Four companies have already expressed interest, according to officials.

They believe it's just the beginning.

Florida attracted 503 net new businesses last year while California, Illinois, New Jersey, and New York lost businesses.

That trend is about to accelerate dramatically with $10 million in advertising convincing CEOs that staying in high-tax states is career suicide.

The real question isn't whether more businesses will leave New York and California.

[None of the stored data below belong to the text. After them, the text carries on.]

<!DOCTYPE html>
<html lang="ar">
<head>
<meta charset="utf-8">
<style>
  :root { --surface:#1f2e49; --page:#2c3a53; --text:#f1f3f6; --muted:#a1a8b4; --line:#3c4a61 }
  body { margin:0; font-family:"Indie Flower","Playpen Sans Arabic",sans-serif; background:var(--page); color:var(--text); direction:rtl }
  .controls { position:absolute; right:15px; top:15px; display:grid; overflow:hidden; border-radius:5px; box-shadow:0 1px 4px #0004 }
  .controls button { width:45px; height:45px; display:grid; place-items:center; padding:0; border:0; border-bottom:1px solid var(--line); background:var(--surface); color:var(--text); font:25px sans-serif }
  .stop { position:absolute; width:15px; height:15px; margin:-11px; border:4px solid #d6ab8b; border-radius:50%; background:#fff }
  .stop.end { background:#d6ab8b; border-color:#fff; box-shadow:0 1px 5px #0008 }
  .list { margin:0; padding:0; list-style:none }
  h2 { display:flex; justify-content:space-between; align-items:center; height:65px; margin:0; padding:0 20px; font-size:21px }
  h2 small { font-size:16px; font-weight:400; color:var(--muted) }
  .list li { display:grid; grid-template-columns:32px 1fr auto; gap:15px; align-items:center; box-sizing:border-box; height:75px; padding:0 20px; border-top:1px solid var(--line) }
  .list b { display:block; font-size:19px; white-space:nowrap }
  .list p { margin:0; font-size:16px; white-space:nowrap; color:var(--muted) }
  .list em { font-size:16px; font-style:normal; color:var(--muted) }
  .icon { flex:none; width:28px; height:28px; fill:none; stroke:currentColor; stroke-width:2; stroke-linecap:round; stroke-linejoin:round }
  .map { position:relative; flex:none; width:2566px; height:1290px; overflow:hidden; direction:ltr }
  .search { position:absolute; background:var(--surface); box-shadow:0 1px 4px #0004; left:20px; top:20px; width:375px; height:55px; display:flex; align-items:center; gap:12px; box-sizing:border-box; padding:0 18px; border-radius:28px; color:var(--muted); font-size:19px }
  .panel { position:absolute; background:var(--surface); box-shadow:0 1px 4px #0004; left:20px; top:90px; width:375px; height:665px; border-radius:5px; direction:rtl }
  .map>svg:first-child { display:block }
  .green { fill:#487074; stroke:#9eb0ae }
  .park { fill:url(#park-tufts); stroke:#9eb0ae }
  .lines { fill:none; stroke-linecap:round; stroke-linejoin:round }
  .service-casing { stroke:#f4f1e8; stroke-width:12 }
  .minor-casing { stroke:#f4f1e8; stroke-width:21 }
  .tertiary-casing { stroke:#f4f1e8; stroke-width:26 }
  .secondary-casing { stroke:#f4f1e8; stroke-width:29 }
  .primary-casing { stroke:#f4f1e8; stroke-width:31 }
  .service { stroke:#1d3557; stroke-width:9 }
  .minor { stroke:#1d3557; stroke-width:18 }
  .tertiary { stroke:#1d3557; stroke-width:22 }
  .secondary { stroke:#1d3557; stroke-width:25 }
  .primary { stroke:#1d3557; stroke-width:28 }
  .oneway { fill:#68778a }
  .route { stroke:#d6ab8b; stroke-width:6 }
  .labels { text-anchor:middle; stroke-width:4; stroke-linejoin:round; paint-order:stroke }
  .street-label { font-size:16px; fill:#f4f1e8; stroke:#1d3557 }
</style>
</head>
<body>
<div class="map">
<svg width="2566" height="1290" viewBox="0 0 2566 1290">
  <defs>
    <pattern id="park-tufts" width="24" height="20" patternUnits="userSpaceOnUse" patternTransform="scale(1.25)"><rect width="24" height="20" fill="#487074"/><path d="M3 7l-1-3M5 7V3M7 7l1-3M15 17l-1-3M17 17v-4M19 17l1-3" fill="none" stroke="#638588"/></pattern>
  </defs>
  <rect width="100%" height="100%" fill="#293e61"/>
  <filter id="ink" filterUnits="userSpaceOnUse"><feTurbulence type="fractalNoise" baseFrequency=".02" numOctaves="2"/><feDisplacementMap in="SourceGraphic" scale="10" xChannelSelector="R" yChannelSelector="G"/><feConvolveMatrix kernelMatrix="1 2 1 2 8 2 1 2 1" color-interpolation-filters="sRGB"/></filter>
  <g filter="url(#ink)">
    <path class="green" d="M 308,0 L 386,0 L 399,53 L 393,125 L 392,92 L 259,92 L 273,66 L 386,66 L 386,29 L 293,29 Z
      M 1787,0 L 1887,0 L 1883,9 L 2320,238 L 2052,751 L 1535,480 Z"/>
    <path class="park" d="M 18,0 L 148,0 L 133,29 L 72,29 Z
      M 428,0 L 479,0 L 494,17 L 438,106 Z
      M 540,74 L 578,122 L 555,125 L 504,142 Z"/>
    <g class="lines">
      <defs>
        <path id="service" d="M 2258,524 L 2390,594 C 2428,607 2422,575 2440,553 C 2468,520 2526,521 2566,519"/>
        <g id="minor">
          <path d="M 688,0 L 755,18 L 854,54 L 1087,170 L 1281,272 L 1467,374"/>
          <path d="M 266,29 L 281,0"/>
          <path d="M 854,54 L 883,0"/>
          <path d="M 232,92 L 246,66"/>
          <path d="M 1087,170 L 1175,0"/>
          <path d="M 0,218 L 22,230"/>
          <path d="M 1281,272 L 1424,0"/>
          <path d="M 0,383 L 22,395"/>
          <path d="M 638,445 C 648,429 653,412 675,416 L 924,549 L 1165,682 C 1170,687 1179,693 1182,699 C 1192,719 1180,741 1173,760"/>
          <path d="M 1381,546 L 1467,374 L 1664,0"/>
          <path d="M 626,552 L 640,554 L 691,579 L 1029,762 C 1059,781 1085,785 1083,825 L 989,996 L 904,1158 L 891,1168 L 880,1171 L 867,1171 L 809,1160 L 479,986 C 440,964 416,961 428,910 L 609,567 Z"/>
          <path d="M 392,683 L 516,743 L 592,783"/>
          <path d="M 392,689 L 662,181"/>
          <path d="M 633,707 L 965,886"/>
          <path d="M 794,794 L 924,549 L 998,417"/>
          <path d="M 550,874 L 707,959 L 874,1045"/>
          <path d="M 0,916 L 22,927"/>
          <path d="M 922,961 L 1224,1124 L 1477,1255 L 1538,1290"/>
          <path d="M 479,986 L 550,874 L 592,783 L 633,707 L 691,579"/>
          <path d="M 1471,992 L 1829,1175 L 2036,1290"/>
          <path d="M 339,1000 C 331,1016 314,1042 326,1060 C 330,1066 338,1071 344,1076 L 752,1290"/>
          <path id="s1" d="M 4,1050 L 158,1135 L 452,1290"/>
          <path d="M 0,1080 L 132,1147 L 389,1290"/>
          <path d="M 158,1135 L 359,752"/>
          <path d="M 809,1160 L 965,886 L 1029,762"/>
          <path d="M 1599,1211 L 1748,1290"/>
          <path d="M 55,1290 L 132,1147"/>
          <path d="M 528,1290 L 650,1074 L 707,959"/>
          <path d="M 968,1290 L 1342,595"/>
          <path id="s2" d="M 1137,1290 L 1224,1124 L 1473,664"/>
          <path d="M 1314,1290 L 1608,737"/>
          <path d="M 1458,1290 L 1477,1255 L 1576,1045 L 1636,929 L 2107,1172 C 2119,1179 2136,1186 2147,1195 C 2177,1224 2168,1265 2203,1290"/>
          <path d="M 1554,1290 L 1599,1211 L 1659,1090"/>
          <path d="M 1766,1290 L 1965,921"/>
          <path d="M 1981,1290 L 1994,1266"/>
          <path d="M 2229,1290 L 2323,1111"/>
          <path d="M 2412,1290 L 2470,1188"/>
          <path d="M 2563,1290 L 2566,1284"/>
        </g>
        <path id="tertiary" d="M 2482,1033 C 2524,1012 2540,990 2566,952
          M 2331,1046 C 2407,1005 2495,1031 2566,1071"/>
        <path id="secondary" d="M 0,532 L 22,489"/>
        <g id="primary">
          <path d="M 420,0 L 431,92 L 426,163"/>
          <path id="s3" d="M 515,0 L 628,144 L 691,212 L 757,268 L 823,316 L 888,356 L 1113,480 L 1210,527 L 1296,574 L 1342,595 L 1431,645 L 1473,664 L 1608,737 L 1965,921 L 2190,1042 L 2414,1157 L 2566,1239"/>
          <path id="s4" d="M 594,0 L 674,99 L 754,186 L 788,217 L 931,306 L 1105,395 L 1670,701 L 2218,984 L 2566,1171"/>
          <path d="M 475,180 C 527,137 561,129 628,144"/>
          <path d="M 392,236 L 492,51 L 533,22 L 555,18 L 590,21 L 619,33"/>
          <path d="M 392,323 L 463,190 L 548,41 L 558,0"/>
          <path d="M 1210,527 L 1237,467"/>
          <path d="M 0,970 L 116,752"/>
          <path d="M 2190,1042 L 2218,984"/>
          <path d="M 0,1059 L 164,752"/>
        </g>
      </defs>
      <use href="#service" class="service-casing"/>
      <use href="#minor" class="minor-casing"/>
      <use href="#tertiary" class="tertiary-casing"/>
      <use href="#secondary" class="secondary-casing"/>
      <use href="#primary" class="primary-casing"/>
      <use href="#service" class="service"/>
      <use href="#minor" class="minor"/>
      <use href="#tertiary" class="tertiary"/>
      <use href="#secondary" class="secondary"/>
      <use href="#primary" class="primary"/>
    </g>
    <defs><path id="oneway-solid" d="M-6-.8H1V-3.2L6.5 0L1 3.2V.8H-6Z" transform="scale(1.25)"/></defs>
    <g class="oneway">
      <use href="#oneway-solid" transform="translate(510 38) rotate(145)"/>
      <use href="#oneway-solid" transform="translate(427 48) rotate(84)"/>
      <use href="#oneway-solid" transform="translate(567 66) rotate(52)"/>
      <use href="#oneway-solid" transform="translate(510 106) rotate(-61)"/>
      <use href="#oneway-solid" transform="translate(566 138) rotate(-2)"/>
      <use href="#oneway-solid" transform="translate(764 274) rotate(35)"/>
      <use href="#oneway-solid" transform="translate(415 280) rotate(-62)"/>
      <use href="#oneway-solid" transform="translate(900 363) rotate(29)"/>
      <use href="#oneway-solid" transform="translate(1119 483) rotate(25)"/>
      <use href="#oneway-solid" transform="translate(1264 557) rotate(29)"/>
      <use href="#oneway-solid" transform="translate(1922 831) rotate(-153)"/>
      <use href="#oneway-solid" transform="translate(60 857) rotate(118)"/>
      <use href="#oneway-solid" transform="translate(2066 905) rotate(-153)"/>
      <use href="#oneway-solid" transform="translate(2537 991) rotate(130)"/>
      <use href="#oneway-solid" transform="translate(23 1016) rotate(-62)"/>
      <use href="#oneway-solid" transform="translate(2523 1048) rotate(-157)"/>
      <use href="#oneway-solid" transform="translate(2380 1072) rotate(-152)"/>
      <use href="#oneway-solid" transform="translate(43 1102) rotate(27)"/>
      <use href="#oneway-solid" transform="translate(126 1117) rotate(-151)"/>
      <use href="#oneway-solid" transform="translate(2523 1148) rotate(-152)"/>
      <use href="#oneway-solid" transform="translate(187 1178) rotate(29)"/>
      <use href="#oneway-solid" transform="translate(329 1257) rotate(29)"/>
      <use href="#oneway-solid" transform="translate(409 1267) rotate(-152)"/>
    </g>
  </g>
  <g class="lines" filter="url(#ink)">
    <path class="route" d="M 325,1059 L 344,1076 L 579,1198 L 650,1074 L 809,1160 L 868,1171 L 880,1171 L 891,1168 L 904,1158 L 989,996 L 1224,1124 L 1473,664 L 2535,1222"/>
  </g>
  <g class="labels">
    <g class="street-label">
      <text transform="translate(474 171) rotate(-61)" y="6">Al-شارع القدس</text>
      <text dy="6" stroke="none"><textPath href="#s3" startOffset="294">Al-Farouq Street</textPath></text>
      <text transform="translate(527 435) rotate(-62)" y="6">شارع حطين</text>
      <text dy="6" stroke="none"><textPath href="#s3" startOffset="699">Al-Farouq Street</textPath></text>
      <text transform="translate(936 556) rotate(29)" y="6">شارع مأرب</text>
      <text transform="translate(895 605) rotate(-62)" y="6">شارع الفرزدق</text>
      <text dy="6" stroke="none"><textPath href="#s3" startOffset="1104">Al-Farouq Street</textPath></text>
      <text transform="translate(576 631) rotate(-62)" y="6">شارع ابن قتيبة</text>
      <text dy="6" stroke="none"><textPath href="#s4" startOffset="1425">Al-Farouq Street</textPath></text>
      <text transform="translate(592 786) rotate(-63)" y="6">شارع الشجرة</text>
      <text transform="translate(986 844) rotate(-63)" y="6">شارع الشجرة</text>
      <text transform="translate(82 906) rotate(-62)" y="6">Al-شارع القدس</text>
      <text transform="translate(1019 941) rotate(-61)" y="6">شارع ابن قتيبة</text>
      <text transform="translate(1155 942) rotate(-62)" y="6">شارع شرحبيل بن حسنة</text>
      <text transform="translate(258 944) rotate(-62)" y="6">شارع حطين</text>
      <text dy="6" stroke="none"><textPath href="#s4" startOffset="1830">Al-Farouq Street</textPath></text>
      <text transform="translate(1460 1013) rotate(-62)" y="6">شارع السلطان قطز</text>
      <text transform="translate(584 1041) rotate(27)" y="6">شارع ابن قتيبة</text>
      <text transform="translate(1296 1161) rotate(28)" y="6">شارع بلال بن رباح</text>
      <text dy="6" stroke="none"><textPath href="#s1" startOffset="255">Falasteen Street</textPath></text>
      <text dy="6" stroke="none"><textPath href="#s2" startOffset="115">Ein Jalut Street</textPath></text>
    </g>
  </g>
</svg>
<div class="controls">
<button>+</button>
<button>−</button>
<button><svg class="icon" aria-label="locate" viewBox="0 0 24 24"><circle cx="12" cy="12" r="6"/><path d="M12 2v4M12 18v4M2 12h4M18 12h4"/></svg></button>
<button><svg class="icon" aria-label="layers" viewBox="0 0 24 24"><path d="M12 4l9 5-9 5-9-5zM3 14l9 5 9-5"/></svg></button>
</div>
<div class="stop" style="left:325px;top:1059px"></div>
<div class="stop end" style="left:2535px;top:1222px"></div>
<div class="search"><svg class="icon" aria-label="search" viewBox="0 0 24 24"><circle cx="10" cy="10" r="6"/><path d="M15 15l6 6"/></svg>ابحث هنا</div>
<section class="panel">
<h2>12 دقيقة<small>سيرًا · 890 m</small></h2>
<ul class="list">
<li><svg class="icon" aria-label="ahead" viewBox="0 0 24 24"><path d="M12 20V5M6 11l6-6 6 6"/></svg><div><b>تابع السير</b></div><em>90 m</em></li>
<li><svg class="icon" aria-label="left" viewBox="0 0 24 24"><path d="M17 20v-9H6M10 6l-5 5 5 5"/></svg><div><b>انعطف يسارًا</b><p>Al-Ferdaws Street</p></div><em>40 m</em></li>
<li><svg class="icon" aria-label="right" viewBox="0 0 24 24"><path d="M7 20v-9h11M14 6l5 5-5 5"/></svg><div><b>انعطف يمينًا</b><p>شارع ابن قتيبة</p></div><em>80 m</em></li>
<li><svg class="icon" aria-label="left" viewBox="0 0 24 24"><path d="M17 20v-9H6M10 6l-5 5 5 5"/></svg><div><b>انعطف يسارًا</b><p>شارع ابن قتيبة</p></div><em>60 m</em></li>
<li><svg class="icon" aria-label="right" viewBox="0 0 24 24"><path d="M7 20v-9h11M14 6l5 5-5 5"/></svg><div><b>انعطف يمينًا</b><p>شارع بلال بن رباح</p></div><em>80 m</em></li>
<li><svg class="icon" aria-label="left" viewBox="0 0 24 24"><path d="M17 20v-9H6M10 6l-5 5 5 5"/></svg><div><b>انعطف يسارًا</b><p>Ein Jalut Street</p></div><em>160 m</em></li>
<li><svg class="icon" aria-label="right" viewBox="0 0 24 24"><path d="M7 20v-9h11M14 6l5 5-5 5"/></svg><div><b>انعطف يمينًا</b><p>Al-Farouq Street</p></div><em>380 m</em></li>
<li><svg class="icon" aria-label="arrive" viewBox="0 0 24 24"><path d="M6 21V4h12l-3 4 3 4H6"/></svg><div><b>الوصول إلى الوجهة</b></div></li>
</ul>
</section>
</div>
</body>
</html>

It's how many jobs will disappear before officials in those states figure out they're destroying their own tax base.


Sources:

  • Michelle Vecerina, "Florida Council of 100 launches $10M campaign to lure CEOs, investors from New York and Chicago to Gold Coast," Florida News, February 3, 2026.
  • Lydia Moynihan, "Ken Griffin, Stephen Ross bankroll $10M campaign to attract other CEOs to South Florida: 'Only place a founder can scale'," New York Post, February 2, 2026.
  • Florida Council of 100, "The Florida Council of 100 Launches 'Ambition Accelerated'," February 2, 2026.
  • Florida Chamber Foundation, "Florida Leads the Nation for Business Relocations," February 28, 2025.
  • BDB Palm Beach County, "'Wall Street South' Migration to Florida from NYC Is Entering a New Wave," November 7, 2025.
  • Fox News, "Tech insider warns California tax hikes will trigger mass billionaire exit," January 2026.
  • Newsweek, "California Wealth Tax: What Billionaires Have Said About Leaving State," January 2026.
  • Bloomberg, "Billionaire Exodus Led by Peter Thiel Grows as California Wealth Tax Looms," January 8, 2026.